Australian artist (1889–1959)

Percy Alexander Leason (23 February 1889 – 11 September 1959) was an Australian art critic, political cartoonist and artist who was a major figure in the Australian tonalist movement. As a painter and commercial artist his works span two continents.

==Early life and training==
Percy Leason was born in the remote wheat farm district in the town of Lillimur just outside Kaniva, Victoria, Australia in 1889. His father was a wheat farmer and his uncle James was proprietor of a saddle shop in Kaniva. His parents had expected he would carry on the family tradition of wheat farming or saddlery making. In his adolescent years he demonstrated an early interest in drawing. His earliest works of 1900 were landscapes, still life studies, and portraits of himself and his mother and father.

In 1906 he was apprenticed as a lithographer at Sands and McDougall Lithographers, in Melbourne. He soon transferred to the art department where he did illustrations for jam tin labels and department store advertisements. His first major illustration was a poster for Carlton Brewery in Melbourne of Sam Griffis, from an Edgar Newlands photograph of an itinerant miner, standing at a bar with a full pint. The caption of the poster "I allus has wan at Eleven", became a famous trademark for Foster's Lager.

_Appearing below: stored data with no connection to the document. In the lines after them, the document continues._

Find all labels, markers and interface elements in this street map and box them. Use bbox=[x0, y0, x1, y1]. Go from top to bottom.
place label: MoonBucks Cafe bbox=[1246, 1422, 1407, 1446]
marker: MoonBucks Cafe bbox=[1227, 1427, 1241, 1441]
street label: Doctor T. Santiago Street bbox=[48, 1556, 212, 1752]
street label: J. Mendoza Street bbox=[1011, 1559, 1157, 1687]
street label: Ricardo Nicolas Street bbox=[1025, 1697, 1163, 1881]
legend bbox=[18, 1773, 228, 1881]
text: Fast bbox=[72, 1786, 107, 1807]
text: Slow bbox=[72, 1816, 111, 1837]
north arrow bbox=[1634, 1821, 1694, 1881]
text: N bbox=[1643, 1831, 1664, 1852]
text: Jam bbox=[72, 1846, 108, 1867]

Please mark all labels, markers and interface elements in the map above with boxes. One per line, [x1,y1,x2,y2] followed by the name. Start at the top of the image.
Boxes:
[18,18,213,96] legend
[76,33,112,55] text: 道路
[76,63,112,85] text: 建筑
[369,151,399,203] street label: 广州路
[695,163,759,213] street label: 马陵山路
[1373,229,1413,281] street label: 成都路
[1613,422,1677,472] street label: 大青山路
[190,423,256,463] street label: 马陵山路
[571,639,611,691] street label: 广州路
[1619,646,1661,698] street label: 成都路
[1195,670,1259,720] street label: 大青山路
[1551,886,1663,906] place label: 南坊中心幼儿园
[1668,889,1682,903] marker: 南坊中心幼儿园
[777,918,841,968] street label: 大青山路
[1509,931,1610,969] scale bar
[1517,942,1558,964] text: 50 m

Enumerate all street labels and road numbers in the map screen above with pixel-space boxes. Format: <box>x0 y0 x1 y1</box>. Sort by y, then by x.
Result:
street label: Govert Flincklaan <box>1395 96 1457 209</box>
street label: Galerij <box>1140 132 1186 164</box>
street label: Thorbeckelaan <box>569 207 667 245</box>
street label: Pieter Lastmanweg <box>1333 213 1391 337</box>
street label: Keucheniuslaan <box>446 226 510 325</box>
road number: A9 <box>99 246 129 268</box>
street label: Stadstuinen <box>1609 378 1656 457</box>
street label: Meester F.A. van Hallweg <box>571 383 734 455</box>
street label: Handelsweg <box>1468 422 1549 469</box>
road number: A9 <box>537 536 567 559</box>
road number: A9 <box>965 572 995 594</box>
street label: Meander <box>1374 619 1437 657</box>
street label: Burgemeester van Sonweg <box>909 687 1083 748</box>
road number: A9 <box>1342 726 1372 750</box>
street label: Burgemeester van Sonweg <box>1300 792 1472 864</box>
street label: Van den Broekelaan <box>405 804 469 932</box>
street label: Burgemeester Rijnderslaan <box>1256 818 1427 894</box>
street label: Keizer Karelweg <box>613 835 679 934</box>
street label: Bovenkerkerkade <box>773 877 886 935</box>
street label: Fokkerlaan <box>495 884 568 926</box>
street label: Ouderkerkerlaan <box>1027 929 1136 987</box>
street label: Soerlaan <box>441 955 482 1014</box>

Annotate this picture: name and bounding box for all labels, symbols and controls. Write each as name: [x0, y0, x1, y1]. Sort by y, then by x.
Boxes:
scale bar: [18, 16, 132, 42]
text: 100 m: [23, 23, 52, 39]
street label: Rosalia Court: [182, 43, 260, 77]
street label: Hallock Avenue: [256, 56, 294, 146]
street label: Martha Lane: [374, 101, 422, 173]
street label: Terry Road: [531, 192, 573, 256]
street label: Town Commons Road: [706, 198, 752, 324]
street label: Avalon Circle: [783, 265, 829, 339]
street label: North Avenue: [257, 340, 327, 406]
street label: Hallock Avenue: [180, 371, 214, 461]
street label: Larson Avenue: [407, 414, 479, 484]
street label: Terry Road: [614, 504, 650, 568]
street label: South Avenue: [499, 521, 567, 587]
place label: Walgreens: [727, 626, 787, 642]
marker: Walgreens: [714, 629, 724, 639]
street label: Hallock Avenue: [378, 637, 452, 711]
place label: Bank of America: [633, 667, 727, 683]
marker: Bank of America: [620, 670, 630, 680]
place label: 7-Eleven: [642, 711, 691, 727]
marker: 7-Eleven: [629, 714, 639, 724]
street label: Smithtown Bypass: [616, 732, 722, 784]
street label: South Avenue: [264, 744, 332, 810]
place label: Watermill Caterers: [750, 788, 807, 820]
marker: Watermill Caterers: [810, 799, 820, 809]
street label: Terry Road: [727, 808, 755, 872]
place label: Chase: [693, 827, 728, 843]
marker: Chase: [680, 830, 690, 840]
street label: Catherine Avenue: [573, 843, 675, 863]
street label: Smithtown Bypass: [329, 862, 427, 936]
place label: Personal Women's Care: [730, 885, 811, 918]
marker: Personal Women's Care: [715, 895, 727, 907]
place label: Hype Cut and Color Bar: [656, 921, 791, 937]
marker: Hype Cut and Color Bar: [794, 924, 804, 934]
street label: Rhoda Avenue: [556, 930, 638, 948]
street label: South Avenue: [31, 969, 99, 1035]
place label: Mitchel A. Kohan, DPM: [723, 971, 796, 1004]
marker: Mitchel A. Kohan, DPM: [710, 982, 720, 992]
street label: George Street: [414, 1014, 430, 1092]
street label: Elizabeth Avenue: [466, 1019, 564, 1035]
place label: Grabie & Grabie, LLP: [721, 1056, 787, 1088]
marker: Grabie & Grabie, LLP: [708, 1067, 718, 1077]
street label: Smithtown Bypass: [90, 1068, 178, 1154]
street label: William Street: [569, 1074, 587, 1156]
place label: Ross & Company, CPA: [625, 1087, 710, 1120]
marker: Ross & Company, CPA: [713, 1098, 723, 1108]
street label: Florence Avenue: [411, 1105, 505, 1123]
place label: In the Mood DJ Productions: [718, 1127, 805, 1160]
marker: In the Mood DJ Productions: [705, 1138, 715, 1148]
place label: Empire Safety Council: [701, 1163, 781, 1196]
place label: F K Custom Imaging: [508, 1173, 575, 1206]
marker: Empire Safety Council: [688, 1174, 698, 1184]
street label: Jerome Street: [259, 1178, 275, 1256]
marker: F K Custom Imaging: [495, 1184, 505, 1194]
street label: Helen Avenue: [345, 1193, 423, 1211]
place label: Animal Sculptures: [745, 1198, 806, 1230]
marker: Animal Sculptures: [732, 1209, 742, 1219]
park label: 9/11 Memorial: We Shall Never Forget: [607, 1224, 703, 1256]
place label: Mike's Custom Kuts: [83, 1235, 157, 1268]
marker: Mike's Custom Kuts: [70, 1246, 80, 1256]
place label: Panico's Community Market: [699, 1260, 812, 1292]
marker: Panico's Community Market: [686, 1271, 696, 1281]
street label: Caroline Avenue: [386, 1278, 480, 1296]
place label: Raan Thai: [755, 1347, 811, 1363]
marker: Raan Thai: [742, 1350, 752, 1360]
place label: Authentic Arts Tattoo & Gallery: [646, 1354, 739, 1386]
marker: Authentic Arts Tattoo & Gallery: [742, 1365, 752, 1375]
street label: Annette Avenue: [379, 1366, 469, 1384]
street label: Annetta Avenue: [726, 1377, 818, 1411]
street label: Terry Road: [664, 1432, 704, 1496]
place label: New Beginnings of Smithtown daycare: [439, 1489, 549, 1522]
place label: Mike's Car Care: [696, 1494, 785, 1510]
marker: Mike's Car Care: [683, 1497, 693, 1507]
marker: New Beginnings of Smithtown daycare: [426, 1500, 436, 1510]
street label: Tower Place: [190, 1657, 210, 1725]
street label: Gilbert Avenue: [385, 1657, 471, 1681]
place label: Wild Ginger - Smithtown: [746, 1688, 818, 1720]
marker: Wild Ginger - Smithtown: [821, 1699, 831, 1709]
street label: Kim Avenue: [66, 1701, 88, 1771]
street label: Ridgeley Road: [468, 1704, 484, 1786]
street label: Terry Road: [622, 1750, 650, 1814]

During these years he studied at the National Gallery of Victoria Art School under the tutelage of Bernard Hall and Frederick McCubbin. Upon completing his apprenticeship he began a somewhat bohemian lifestyle and developed camaraderie with the Melbourne artists such as William Frater, Hal Guye, Frank R. Crozier and others and associated himself with the Victorian Artists Society. Paintings of this period included life figures for the Shakespeare tercentenary and portraits of fellow artists Richard McCann and Harry McClellan.

==Career==

=== Australia ===
Leason's introduction to book illustration began in 1914 with illustrations for James.C. Hamilton, Pioneering Days in Western Victoria, followed by Here is Faery by Frank Wilmont in 1915. In 1916 he illustrated a booklet for the tercentenary celebrating William Shakespeare. The same year he painted a panoramic scene of the Australian & New Zealand Forces at Gallipoli, now in the War Memorial Museum in Canberra. In 1916 he painted a series of canvases of the Sturt expedition into the interior of Australia. The largest of these, Out of Food and Water, depicting the desperate situation of the expedition, is in the National Library of Australia in Canberra. In 1918 he illustrated for a book of poems by Henry Lawson, notable Australian poet. With additional book illustration his reputation as an illustrator secured him a position as chief designer with the commercial publishing firm of Sydney Ure Smith publishers and he moved to Sydney. Here he worked as a commercial artist and illustrated commercial advertisements, and also illustrated for Home magazine. He served on the staff of the Sydney Bulletin as political cartoonist, replacing David Low.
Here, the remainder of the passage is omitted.